* _Problem requirements_
Your answer must be an exact copy of the data, without any pictures.

+++ Data in this exercise

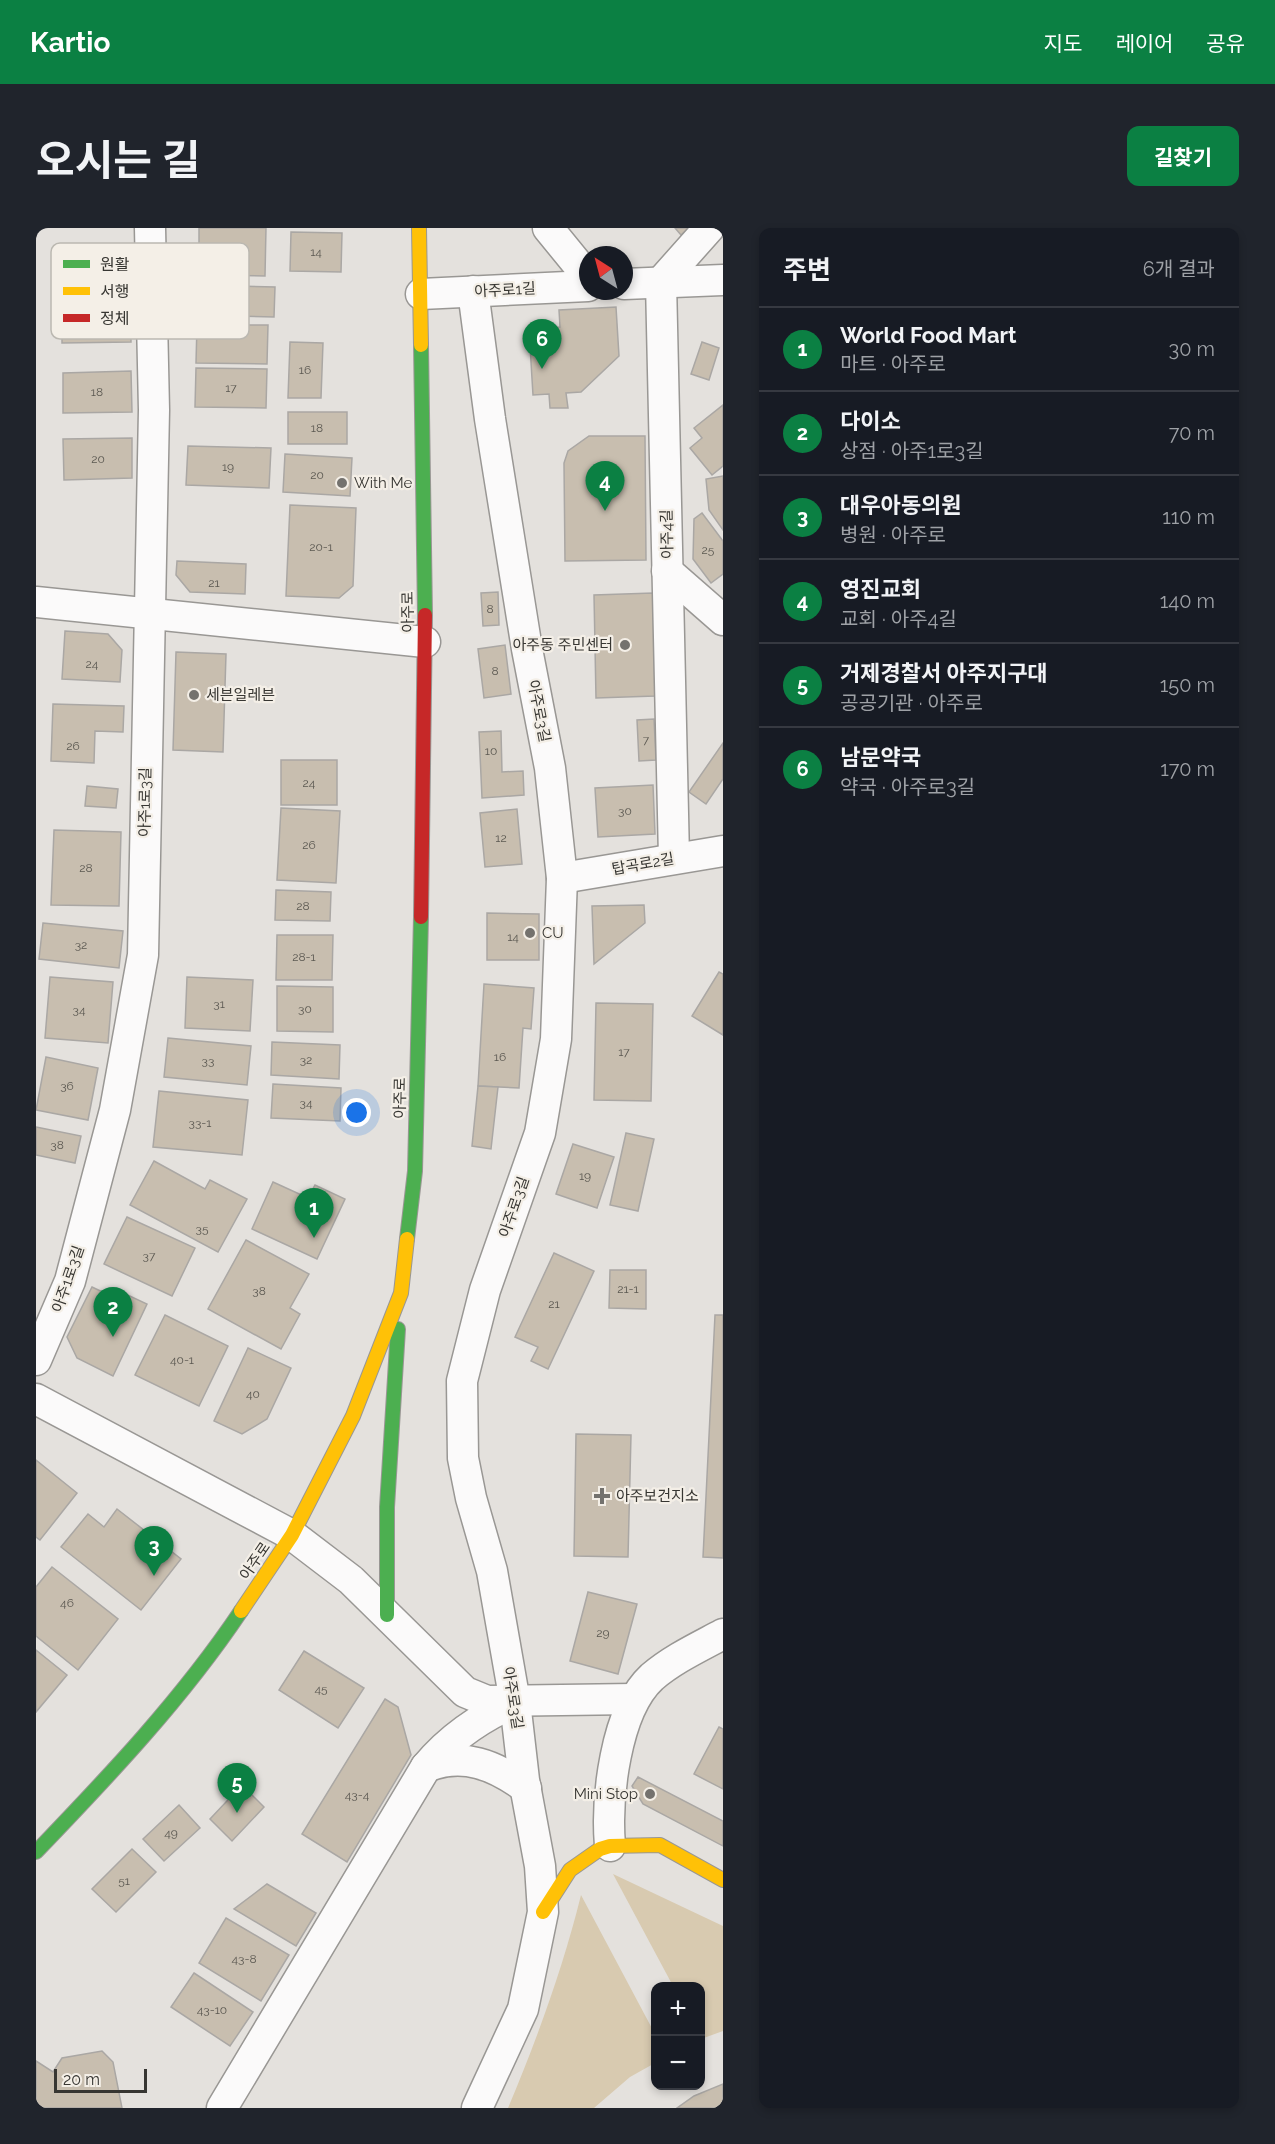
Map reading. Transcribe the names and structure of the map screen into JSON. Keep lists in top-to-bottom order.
{
  "streets": {
    "street": [
      "아주로1길",
      "아주4길",
      "아주로",
      "아주로3길",
      "아주1로3길",
      "탑곡로2길"
    ]
  },
  "crossings": [
    ["아주로1길", "아주로"],
    ["아주로1길", "아주로3길"],
    ["아주4길", "탑곡로2길"],
    ["아주로3길", "탑곡로2길"]
  ],
  "places": {
    "other": [
      "With Me",
      "아주동 주민센터",
      "세븐일레븐",
      "CU",
      "Mini Stop"
    ],
    "health": ["아주보건지소"]
  },
  "house_numbers": [
    "14",
    "16",
    "17",
    "18",
    "18",
    "20",
    "19",
    "20",
    "20-1",
    "25",
    "21",
    "8",
    "24",
    "8",
    "7",
    "26",
    "10",
    "24",
    "30",
    "12",
    "26",
    "28",
    "28",
    "14",
    "32",
    "28-1",
    "31",
    "30",
    "34",
    "17",
    "16",
    "32",
    "33",
    "36",
    "34",
    "33-1",
    "38",
    "19",
    "35",
    "37",
    "21-1",
    "38",
    "21",
    "40-1",
    "40",
    "46",
    "29",
    "45",
    "43-4",
    "49",
    "51",
    "43-8",
    "43-10"
  ],
  "legend": ["원활", "서행", "정체"],
  "scale_bar": "20 m",
  "north": "top left",
  "page": {
    "header": "Kartio",
    "nav": ["지도", "레이어", "공유"],
    "title": "오시는 길",
    "buttons": "길찾기",
    "heading": ["주변", "6개 결과"],
    "list": [
      {
        "mark": "1",
        "name": "World Food Mart",
        "note": "마트 · 아주로",
        "value": "30 m"
      },
      {
        "mark": "2",
        "name": "다이소",
        "note": "상점 · 아주1로3길",
        "value": "70 m"
      },
      {
        "mark": "3",
        "name": "대우아동의원",
        "note": "병원 · 아주로",
        "value": "110 m"
      },
      {
        "mark": "4",
        "name": "영진교회",
        "note": "교회 · 아주4길",
        "value": "140 m"
      },
      {
        "mark": "5",
        "name": "거제경찰서 아주지구대",
        "note": "공공기관 · 아주로",
        "value": "150 m"
      },
      {
        "mark": "6",
        "name": "남문약국",
        "note": "약국 · 아주로3길",
        "value": "170 m"
      }
    ],
    "pins": [
      "6",
      "4",
      "1",
      "2",
      "3",
      "5"
    ],
    "map_buttons": ["+", "−"],
    "scale": "20 m"
  }
}
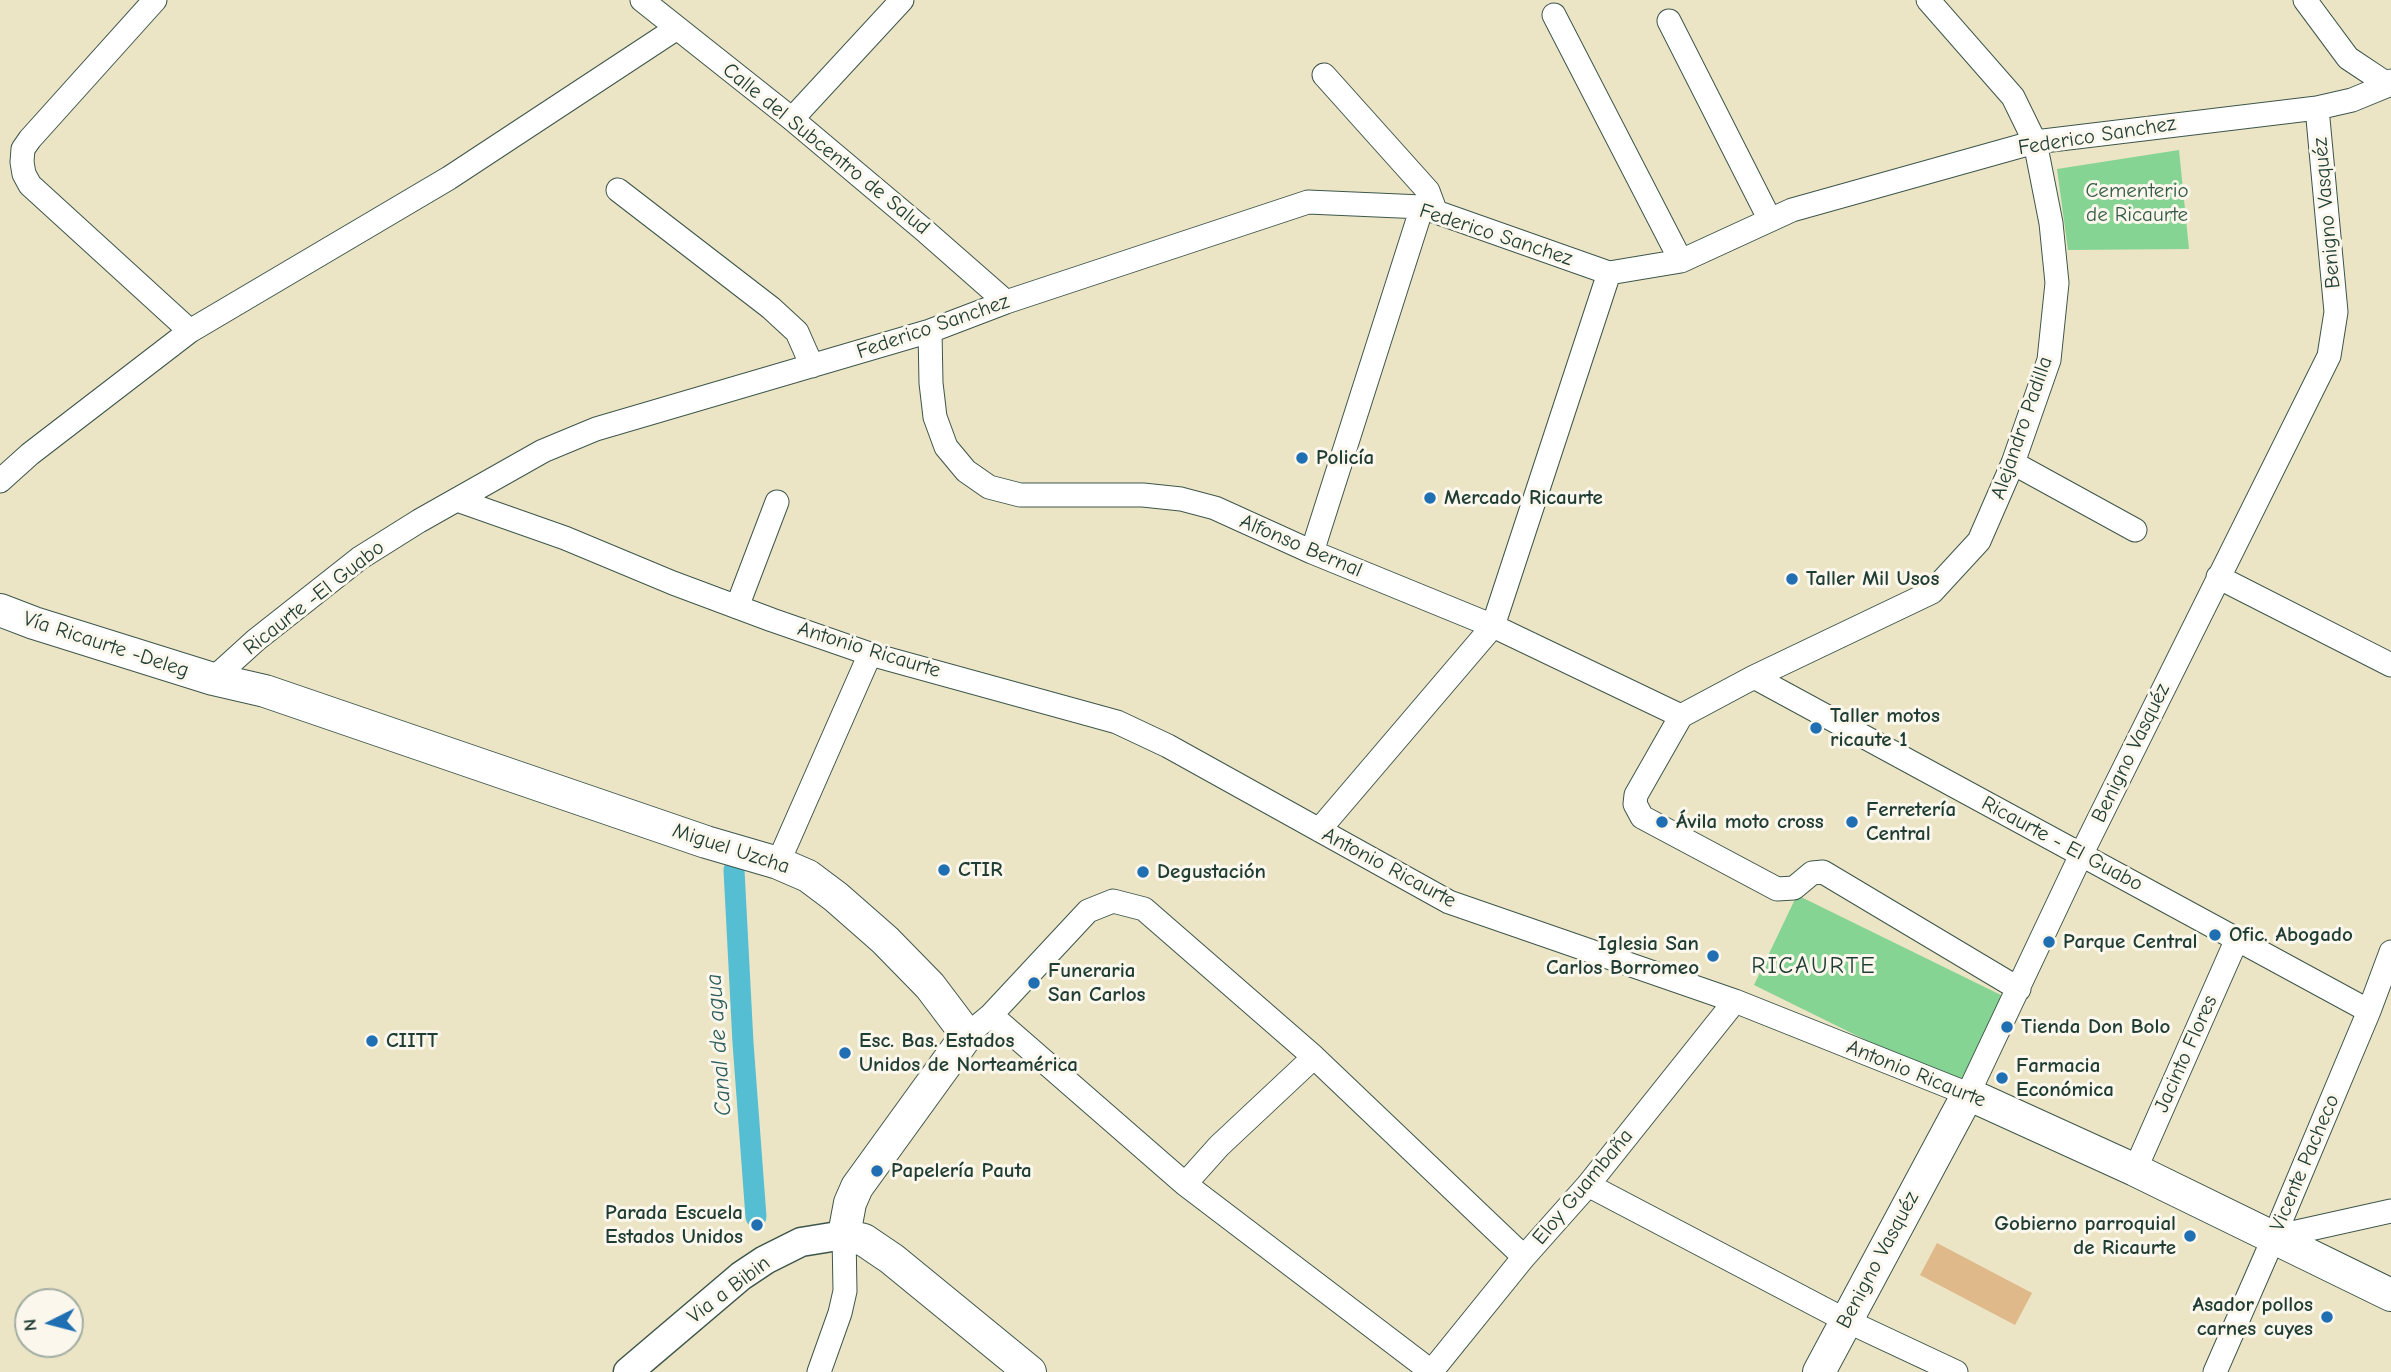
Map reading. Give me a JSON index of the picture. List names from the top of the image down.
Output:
{
  "streets": {
    "main road": [
      "Benigno Vasquéz",
      "Vía Ricaurte -Deleg",
      "Antonio Ricaurte",
      "Miguel Uzcha"
    ],
    "street": [
      "Federico Sanchez",
      "Calle del Subcentro de Salud",
      "Alejandro Padilla",
      "Alfonso Bernal",
      "Ricaurte -El Guabo",
      "Ricaurte - El Guabo",
      "Jacinto Flores",
      "Vicente Pacheco",
      "Eloy Guambaña",
      "Via a Bibin"
    ]
  },
  "crossings": [
    ["Federico Sanchez", "Calle del Subcentro de Salud"],
    ["Federico Sanchez", "Benigno Vasquéz"],
    ["Federico Sanchez", "Alejandro Padilla"],
    ["Federico Sanchez", "Alfonso Bernal"],
    ["Federico Sanchez", "Ricaurte -El Guabo"],
    ["Federico Sanchez", "Antonio Ricaurte"],
    ["Benigno Vasquéz", "Antonio Ricaurte"],
    ["Benigno Vasquéz", "Ricaurte - El Guabo"],
    ["Alejandro Padilla", "Ricaurte - El Guabo"],
    ["Ricaurte -El Guabo", "Vía Ricaurte -Deleg"],
    ["Ricaurte -El Guabo", "Miguel Uzcha"],
    ["Vía Ricaurte -Deleg", "Miguel Uzcha"],
    ["Antonio Ricaurte", "Jacinto Flores"],
    ["Antonio Ricaurte", "Vicente Pacheco"],
    ["Antonio Ricaurte", "Eloy Guambaña"],
    ["Ricaurte - El Guabo", "Jacinto Flores"],
    ["Ricaurte - El Guabo", "Vicente Pacheco"]
  ],
  "districts": ["RICAURTE"],
  "water": ["Canal de agua"],
  "parks": ["Cementerio de Ricaurte"],
  "places": [
    "Policía",
    "Mercado Ricaurte",
    "Taller Mil Usos",
    "Taller motos ricaute 1",
    "Ávila moto cross",
    "Ferretería Central",
    "CTIR",
    "Degustación",
    "Ofic. Abogado",
    "Parque Central",
    "Iglesia San Carlos Borromeo",
    "Funeraria San Carlos",
    "Tienda Don Bolo",
    "CIITT",
    "Esc. Bas. Estados Unidos de Norteamérica",
    "Farmacia Económica",
    "Papelería Pauta",
    "Parada Escuela Estados Unidos",
    "Gobierno parroquial de Ricaurte",
    "Asador pollos carnes cuyes"
  ],
  "north": "left"
}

++++++

* _Result of the task_
Map reading. Transcribe the names and structure of the map screen into JSON. Keep lists in top-to-bottom order.
{
  "streets": {
    "street": [
      "아주로1길",
      "아주4길",
      "아주로",
      "아주로3길",
      "아주1로3길",
      "탑곡로2길"
    ]
  },
  "crossings": [
    ["아주로1길", "아주로"],
    ["아주로1길", "아주로3길"],
    ["아주4길", "탑곡로2길"],
    ["아주로3길", "탑곡로2길"]
  ],
  "places": {
    "other": [
      "With Me",
      "아주동 주민센터",
      "세븐일레븐",
      "CU",
      "Mini Stop"
    ],
    "health": ["아주보건지소"]
  },
  "house_numbers": [
    "14",
    "16",
    "17",
    "18",
    "18",
    "20",
    "19",
    "20",
    "20-1",
    "25",
    "21",
    "8",
    "24",
    "8",
    "7",
    "26",
    "10",
    "24",
    "30",
    "12",
    "26",
    "28",
    "28",
    "14",
    "32",
    "28-1",
    "31",
    "30",
    "34",
    "17",
    "16",
    "32",
    "33",
    "36",
    "34",
    "33-1",
    "38",
    "19",
    "35",
    "37",
    "21-1",
    "38",
    "21",
    "40-1",
    "40",
    "46",
    "29",
    "45",
    "43-4",
    "49",
    "51",
    "43-8",
    "43-10"
  ],
  "legend": ["원활", "서행", "정체"],
  "scale_bar": "20 m",
  "north": "top left",
  "page": {
    "header": "Kartio",
    "nav": ["지도", "레이어", "공유"],
    "title": "오시는 길",
    "buttons": "길찾기",
    "heading": ["주변", "6개 결과"],
    "list": [
      {
        "mark": "1",
        "name": "World Food Mart",
        "note": "마트 · 아주로",
        "value": "30 m"
      },
      {
        "mark": "2",
        "name": "다이소",
        "note": "상점 · 아주1로3길",
        "value": "70 m"
      },
      {
        "mark": "3",
        "name": "대우아동의원",
        "note": "병원 · 아주로",
        "value": "110 m"
      },
      {
        "mark": "4",
        "name": "영진교회",
        "note": "교회 · 아주4길",
        "value": "140 m"
      },
      {
        "mark": "5",
        "name": "거제경찰서 아주지구대",
        "note": "공공기관 · 아주로",
        "value": "150 m"
      },
      {
        "mark": "6",
        "name": "남문약국",
        "note": "약국 · 아주로3길",
        "value": "170 m"
      }
    ],
    "pins": [
      "6",
      "4",
      "1",
      "2",
      "3",
      "5"
    ],
    "map_buttons": ["+", "−"],
    "scale": "20 m"
  }
}
Map reading. Give me a JSON index of the picture. List names from the top of the image down.
Output:
{
  "streets": {
    "main road": [
      "Benigno Vasquéz",
      "Vía Ricaurte -Deleg",
      "Antonio Ricaurte",
      "Miguel Uzcha"
    ],
    "street": [
      "Federico Sanchez",
      "Calle del Subcentro de Salud",
      "Alejandro Padilla",
      "Alfonso Bernal",
      "Ricaurte -El Guabo",
      "Ricaurte - El Guabo",
      "Jacinto Flores",
      "Vicente Pacheco",
      "Eloy Guambaña",
      "Via a Bibin"
    ]
  },
  "crossings": [
    ["Federico Sanchez", "Calle del Subcentro de Salud"],
    ["Federico Sanchez", "Benigno Vasquéz"],
    ["Federico Sanchez", "Alejandro Padilla"],
    ["Federico Sanchez", "Alfonso Bernal"],
    ["Federico Sanchez", "Ricaurte -El Guabo"],
    ["Federico Sanchez", "Antonio Ricaurte"],
    ["Benigno Vasquéz", "Antonio Ricaurte"],
    ["Benigno Vasquéz", "Ricaurte - El Guabo"],
    ["Alejandro Padilla", "Ricaurte - El Guabo"],
    ["Ricaurte -El Guabo", "Vía Ricaurte -Deleg"],
    ["Ricaurte -El Guabo", "Miguel Uzcha"],
    ["Vía Ricaurte -Deleg", "Miguel Uzcha"],
    ["Antonio Ricaurte", "Jacinto Flores"],
    ["Antonio Ricaurte", "Vicente Pacheco"],
    ["Antonio Ricaurte", "Eloy Guambaña"],
    ["Ricaurte - El Guabo", "Jacinto Flores"],
    ["Ricaurte - El Guabo", "Vicente Pacheco"]
  ],
  "districts": ["RICAURTE"],
  "water": ["Canal de agua"],
  "parks": ["Cementerio de Ricaurte"],
  "places": [
    "Policía",
    "Mercado Ricaurte",
    "Taller Mil Usos",
    "Taller motos ricaute 1",
    "Ávila moto cross",
    "Ferretería Central",
    "CTIR",
    "Degustación",
    "Ofic. Abogado",
    "Parque Central",
    "Iglesia San Carlos Borromeo",
    "Funeraria San Carlos",
    "Tienda Don Bolo",
    "CIITT",
    "Esc. Bas. Estados Unidos de Norteamérica",
    "Farmacia Económica",
    "Papelería Pauta",
    "Parada Escuela Estados Unidos",
    "Gobierno parroquial de Ricaurte",
    "Asador pollos carnes cuyes"
  ],
  "north": "left"
}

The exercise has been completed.